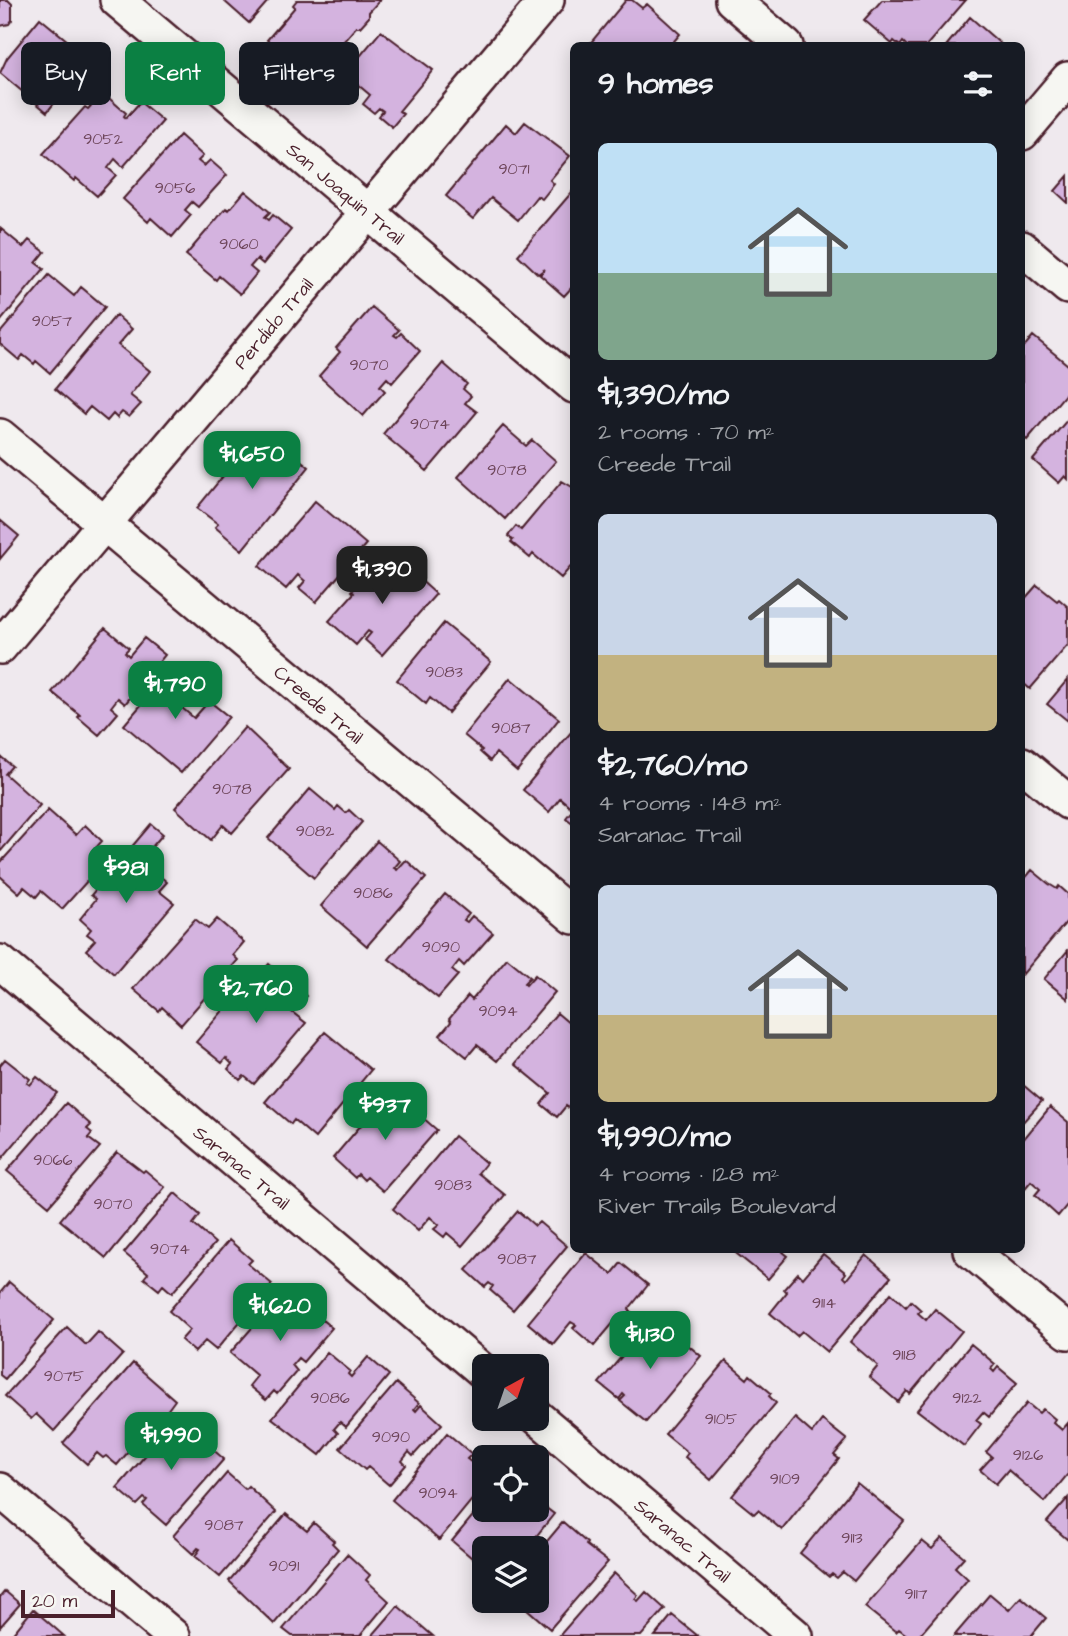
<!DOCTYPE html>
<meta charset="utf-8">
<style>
:root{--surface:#171b24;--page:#242831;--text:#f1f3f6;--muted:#9ea1a6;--accent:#0b8043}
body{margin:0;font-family:"Architects Daughter",sans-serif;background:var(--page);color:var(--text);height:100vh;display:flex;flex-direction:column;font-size:26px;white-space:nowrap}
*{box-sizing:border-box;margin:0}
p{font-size:23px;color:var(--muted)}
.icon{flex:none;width:38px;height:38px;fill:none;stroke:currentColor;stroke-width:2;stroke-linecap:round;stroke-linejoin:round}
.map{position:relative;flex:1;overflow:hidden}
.panel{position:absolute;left:570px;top:42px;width:455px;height:1211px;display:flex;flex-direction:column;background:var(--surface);border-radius:10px;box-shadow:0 4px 18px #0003}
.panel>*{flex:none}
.hud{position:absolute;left:21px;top:42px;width:444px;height:63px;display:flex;gap:14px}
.needle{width:46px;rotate:40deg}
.tools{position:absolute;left:472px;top:1354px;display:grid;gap:14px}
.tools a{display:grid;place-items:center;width:77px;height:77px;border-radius:10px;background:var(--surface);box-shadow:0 4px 18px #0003;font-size:35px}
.scale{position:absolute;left:21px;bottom:18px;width:94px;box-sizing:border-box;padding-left:7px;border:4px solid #4a1f2b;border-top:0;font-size:19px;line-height:24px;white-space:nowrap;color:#4a1f2b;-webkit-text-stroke:5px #f6f6f2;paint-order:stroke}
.price{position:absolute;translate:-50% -60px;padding:0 16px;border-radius:14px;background:var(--accent);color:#fff;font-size:23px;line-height:46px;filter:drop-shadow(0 2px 4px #0008)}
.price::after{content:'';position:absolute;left:50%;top:42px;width:21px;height:16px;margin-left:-10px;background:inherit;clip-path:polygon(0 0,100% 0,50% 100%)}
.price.current{background:#222;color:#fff}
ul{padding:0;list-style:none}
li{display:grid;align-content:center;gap:14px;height:371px;padding:0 28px}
li span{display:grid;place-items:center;height:217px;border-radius:10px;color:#555}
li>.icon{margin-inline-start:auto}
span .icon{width:126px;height:126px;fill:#fffc;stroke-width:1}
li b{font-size:30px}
h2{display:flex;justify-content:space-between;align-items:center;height:84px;padding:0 28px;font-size:30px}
.pill{padding:0 24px;border-radius:10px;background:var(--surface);box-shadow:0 4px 18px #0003;font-size:24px;line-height:63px}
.pill.current{background:var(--accent);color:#fff}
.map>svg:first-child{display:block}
.building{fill:#d4b3df;stroke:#4a1f2b;stroke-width:2}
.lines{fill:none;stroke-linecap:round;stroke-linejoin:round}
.minor-casing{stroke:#4a1f2b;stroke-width:38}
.minor{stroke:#f6f6f2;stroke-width:33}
.labels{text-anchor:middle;stroke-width:5;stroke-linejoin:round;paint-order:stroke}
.number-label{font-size:16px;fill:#6c4458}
.street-label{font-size:19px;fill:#4a1f2b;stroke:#f6f6f2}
</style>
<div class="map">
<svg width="1068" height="1636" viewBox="0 0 1068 1636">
<rect width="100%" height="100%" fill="#efe9ee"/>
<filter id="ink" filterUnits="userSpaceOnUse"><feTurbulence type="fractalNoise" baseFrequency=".0143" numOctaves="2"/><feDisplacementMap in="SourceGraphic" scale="14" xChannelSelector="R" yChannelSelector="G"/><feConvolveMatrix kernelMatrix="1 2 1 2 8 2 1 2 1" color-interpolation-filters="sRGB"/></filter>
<g filter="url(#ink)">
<path class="building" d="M0,0h8l4,4v16l-3,4 -9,2z
M223,0h46l-20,23z
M297,0h83l-11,12v5l-9,10h-4l-32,37 -19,-15 -11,14 -27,-23 28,-33 -2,-2z
M626,0h6l10,8 5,-4 33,30 -10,12h-82z
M882,0h84l-40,46h-19l-4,-4 -3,4 -6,-5 -2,3 -28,-24z
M970,17l33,29h-57z
M40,18l34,28 -3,4 16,13 -40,49 -47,-39 7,-15z
M381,31l52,39 -34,41 4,3 -11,13 -13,-11 4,-5 -4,-3 -5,5 -11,-9 7,-9 -25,-21z
M103,93l23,20 -2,3 2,2 14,-16 23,19 -40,46 -8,-8 -7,9 8,7 -19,21 -21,-18 -2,3 -31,-27 42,-47 3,2z
M525,122l45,34 -20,24 4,4 -12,15 -5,-3 -19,24 -27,-22 -18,21 -27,-23 60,-72 10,9z
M180,135l23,21 -5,5 6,5 6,-6 17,15 -29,32 -6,-5 -7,8 6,5 -19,22 -21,-19 -3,4 -25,-23z
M1068,176v27l-13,-12z
M245,191l25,21 -5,5 4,3 4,-5 18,15 -28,34 -6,-5 -7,8 7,6 -17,21 -21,-18 -3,4 -30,-25 40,-47 3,2z
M572,192l2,2v91l-10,11 -24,-21 5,-6 -7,5 -20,-19z
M0,228l23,19 6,-7 16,12 -9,11 8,6 -44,53z
M49,275l25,21 7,-9 24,20 -55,66 -14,-12 -2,3 -11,-9 -4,5 -19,-16v-11z
M372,307l27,23 -5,5 3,2 4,-4 19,18 -28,32 -5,-5 -7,8 5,5 -22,25 -44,-40 21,-24 -4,-4z
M116,315l16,14 -14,16 32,26 -20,24 11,9 -12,13 -7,-5 -5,6 -4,-4 -6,7 -17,-14 -6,7 -29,-25z
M1033,336l35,29v26l-41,49 -5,-4v-87z
M443,363l24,21 -4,5 8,7 -6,7 12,9 -50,59 -44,-37z
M1068,419v60l-3,-3 -6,7 -26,-23z
M503,426l23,20 6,-6 24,21 -51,58 -47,-42z
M254,438l17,14 7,-10 31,25 -67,83 -27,-23 3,-3 -21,-16z
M562,481l12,7v75l-13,15 -28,-24 -3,4 -19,-16 2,-2 -5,-4 8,-10 5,4z
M315,501l51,43 -50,58 -17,-14 6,-7 -7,-6 -12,14 -27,-23z
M0,520l19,16 -19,23z
M383,555l30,27 4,-5 19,17 -54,61 -17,-15 6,-7 -3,-2 -12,14 -27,-24 25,-28 -2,-2z
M1037,585l20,16 2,-2 9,8v38l-38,44 -8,-7v-80z
M444,623l47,39 -43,51 -18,-15 -4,6 -29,-24z
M105,628l24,20 -4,4 4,4 15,-18 21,17 -40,49 -7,-6 -7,9 7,6 -19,22 -21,-18 2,-2 -28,-23z
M175,665l26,22 -19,21 12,10 15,-17 20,16 -48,56 -57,-48z
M510,678l49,41 -42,52 -21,-18 -6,8 -10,-9 2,-2 -18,-15z
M1068,679v42l-21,-17z
M245,727l44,42 -57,64 -9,-8 -12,15 -36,-32z
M572,731l2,1v92l-8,-6 7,-9 -13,-11 -11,14 -26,-22z
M0,756l12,10 -7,8 35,31 -40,47z
M310,789l25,21 3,-4 8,7 3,-3 13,12 -48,56 -46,-40z
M48,810l28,25 9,-10 17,16 -8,9 12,10 -44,49 -21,-18 -5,6 -12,-10 -5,6 -19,-17v-13z
M151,824l12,10 -22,26 26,22 -8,9 15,12 -60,71 -28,-24 9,-10 -8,-6 4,-5 -11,-10 16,-20 -5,-4z
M377,841l23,20 -6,7 3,2 9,-10 20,18 -59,68 -46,-40z
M1032,870l17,14 8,5 2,-3 9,8v26l-46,55v-93z
M445,894l24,20 -5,6 3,2 5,-6 21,17 -29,33 -5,-5 -7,9 6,5 -20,23 -49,-39z
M195,919l13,10 9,-10 27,23 -11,13 5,5 -57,65 -19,-18 -3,4 -26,-22z
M1068,950v49l-24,-20z
M507,958l23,19 -6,6 2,2 9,-10 20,17 -58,69 -20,-16 -10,12 -27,-22 11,-13 -2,-3 19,-23 4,4z
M269,964l37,32 -14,16 14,11 -52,61 -10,-8 -4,4 -12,-11 4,-5 -6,-6 -4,5 -26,-21 54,-63 3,3z
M557,1013l13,11 4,-5v94l-8,-7 -9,11 -16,-13 9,-11 -35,-29z
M325,1032l46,38 -56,68 -21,-18 -3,4 -26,-22z
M5,1059l25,20 -3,4 3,2 7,-8 20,16 -57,68v-96z
M1022,1084l20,17 -20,22z
M391,1090l46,40 -54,61 -16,-14 -3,3 -6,-6 -3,4 -22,-20z
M66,1103l25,22 -4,4 5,4 -4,5 12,9 -51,59 -42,-35z
M1050,1107l18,15v82l-10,12 -23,-21 5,-6 -9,-8 -9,11v-51z
M454,1136l32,27 -8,10 27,22 -43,51 -15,-13 -3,4 -10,-8 5,-4 -9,-8 -12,14 -25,-22z
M117,1152l26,20 2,-2 20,17 -59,71 -46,-38z
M175,1193l25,22 -7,9 22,19 -43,50 -9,-8 -4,5 -15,-12 4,-5 -24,-20z
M518,1211l17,15 4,-4 28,24 -54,64 -23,-20 3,-4 -4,-3 -4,4 -19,-17z
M229,1240l23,20 -4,4 24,20 -56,66 -11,-9 -10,11 -14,-12 9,-10 -21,-19z
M732,1250h53l-2,2 5,4 -20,23z
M586,1253l26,21 9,-11 27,22 -19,24 2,2 -11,14 -5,-4 -21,25 -21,-18 3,-3 -5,-3 -18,22 -25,-21z
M823,1254l23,19 -3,4 3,3 20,-25 25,22 -64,75 -25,-21 -5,5 -27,-23 17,-21 -3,-3 14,-16 5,5z
M9,1282l45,38 -49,59 -5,-4v-82z
M286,1289l23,19 -5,6 3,2 4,-5 21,17 -29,34 -5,-4 -6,7 5,6 -20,23 -3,-3 -8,9 -17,-14 8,-10 -27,-23z
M891,1293l15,14 5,-6 10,9 -3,3 8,7 9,-11 27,22 -52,63 -3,-3 -9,11 -29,-25 9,-11 -28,-24z
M651,1322l16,14 4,-5 30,25 -55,66 -26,-21 5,-5 -2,-2 -4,5 -20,-16z
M67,1327l19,18 12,-13 25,22 -69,77 -18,-17 -5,5 -26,-23z
M971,1344l24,20 -4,5 3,3 4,-5 19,16 -28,34 -6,-5 -7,8 5,4 -17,22 -47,-36z
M327,1352l23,19 -2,3 3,3 17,-20 21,18 -43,52 -6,-5 -6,7 4,4 -18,22 -48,-37z
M726,1361l21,18 3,-4 21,18 -2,3 7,7 -65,77 -26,-23 3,-4 -23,-19z
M133,1363l42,37 -22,30 -5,-1 -31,36 -11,-9 -3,2 -6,-5 -10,11 -24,-21z
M396,1383l23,20 -5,6 2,2 5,-6 21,19 -29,32 -4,-4 -7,9 4,4 -17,20 -21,-18 -3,3 -25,-22z
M1027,1403l12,10 4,-4 12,10 -2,3 9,8 6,-7v51l-23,28 -37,-32 -12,14 -16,-14 12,-13 -6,-5z
M795,1418l17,15 10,-13 25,20 -13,15 5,4 -57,71 -24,-20 -4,4 -22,-18z
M177,1419l47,40 -58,66 -23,-20 4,-5 -3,-2 -7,7 -20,-17z
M447,1433l25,21 -5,5 4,3 7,-9 7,5v26l-46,56 -47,-40z
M227,1473l18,16 3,-3 28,26 -56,65 -25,-21 5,-7 -2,-1 -5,6 -20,-18z
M857,1483l47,38 -50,60 -11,-9 -6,6 -5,-4 -3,3 -29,-24z
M1068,1498v42l-21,-18z
M485,1501v9h52v-9l17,13 -28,35 -7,-4 -4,4h-30v20l-33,-28z
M286,1514l21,17 7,-8 20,18 -2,2 6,6 -64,75 -45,-43z
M563,1522l24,21 -1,2 22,17 -58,67 -32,-28h19v-48z
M942,1538l22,19 -9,10 13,12 -49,57h-11l-9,-7 -3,3 -31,-25 57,-66 10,8z
M347,1554l23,21 -4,5 23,21 -29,35h-68l-9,-7z
M614,1573l24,22 -3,4 3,2 8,-9 19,17 -24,27h-82z
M5,1591l15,13 -20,23v-30z
M990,1594l19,16 12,-13 25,21 -15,18h-77z
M398,1606l35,30h-61z
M33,1609l31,27h-53z
M672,1615l26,21h-43z"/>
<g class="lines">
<g class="minor-casing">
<path id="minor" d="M117,0l457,386
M732,0l54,46
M1022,133l46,-54
M1022,248l46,39
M0,436l574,481
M0,647l547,-647
M1022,764l46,38
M0,962l485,411
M970,1250l98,82
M537,1417l259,219
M0,1490l173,146"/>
</g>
<use href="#minor" class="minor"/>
</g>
</g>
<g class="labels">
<g class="number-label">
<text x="103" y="144">9052</text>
<text x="514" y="174">9071</text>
<text x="175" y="193">9056</text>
<text x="239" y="249">9060</text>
<text x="52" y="326">9057</text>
<text x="369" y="370">9070</text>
<text x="430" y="429">9074</text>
<text x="507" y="475">9078</text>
<text x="444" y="677">9083</text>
<text x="511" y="733">9087</text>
<text x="232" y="794">9078</text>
<text x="315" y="836">9082</text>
<text x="373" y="898">9086</text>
<text x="441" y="952">9090</text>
<text x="498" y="1016">9094</text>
<text x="53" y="1165">9066</text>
<text x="453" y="1190">9083</text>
<text x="113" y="1209">9070</text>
<text x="170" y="1254">9074</text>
<text x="517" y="1264">9087</text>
<text x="824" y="1308">9114</text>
<text x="904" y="1360">9118</text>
<text x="64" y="1381">9075</text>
<text x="330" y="1403">9086</text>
<text x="967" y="1403">9122</text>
<text x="721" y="1424">9105</text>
<text x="391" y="1442">9090</text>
<text x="1028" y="1460">9126</text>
<text x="785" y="1484">9109</text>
<text x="438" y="1498">9094</text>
<text x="224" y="1530">9087</text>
<text x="852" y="1543">9113</text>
<text x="284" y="1571">9091</text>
<text x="916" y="1599">9117</text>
</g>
<g class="street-label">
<text transform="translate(346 193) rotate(40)" y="7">San Joaquin Trail</text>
<text transform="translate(273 323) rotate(-50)" y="7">Perdido Trail</text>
<text transform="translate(319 704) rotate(40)" y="7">Creede Trail</text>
<text transform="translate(242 1167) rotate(40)" y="7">Saranac Trail</text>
<text transform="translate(683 1540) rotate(40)" y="7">Saranac Trail</text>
</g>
</g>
</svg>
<div class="tools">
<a><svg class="needle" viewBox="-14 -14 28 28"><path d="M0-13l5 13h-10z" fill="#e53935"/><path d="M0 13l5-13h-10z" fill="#9ea1a6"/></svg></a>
<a><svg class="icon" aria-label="locate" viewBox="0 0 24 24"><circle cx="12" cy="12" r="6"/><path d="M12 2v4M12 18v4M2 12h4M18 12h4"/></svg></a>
<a><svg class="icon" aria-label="layers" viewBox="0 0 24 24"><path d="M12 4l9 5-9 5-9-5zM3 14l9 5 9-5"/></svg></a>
</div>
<div class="scale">20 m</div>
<b class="price" style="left:252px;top:491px">$1,650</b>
<b class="price current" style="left:382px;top:606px">$1,390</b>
<b class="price" style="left:175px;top:721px">$1,790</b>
<b class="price" style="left:126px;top:905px">$981</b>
<b class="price" style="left:256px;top:1025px">$2,760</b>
<b class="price" style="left:385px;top:1142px">$937</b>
<b class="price" style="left:280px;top:1343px">$1,620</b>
<b class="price" style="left:650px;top:1371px">$1,130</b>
<b class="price" style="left:171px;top:1472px">$1,990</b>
<div class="hud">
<a class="pill">Buy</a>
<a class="pill current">Rent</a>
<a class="pill">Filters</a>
</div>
<section class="panel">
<h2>9 homes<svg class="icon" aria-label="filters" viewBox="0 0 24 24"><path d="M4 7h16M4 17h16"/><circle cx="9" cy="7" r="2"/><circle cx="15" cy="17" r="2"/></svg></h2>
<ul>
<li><span style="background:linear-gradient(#bfe0f5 60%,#7fa58c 0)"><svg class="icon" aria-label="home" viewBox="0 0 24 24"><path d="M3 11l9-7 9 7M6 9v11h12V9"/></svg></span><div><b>$1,390/mo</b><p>2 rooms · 70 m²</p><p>Creede Trail</p></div></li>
<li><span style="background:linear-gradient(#c9d6e8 65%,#c2b280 0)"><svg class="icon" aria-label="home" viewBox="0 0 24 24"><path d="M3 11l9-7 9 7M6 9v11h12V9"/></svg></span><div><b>$2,760/mo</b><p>4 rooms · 148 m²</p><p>Saranac Trail</p></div></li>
<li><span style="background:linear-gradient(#c9d6e8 60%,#c2b280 0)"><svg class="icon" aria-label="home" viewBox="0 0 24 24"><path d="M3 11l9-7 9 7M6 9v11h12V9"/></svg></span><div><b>$1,990/mo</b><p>4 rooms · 128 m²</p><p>River Trails Boulevard</p></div></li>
</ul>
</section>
</div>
^^^^^^^^^^^^^^^^
- **What the exercise asks**: Bring together all lines in the records where the word "none" is found.

- **Written reply**:
.icon{flex:none;width:38px;height:38px;fill:none;stroke:currentColor;stroke-width:2;stroke-linecap:round;stroke-linejoin:round}
.panel>*{flex:none}
ul{padding:0;list-style:none}
.lines{fill:none;stroke-linecap:round;stroke-linejoin:round}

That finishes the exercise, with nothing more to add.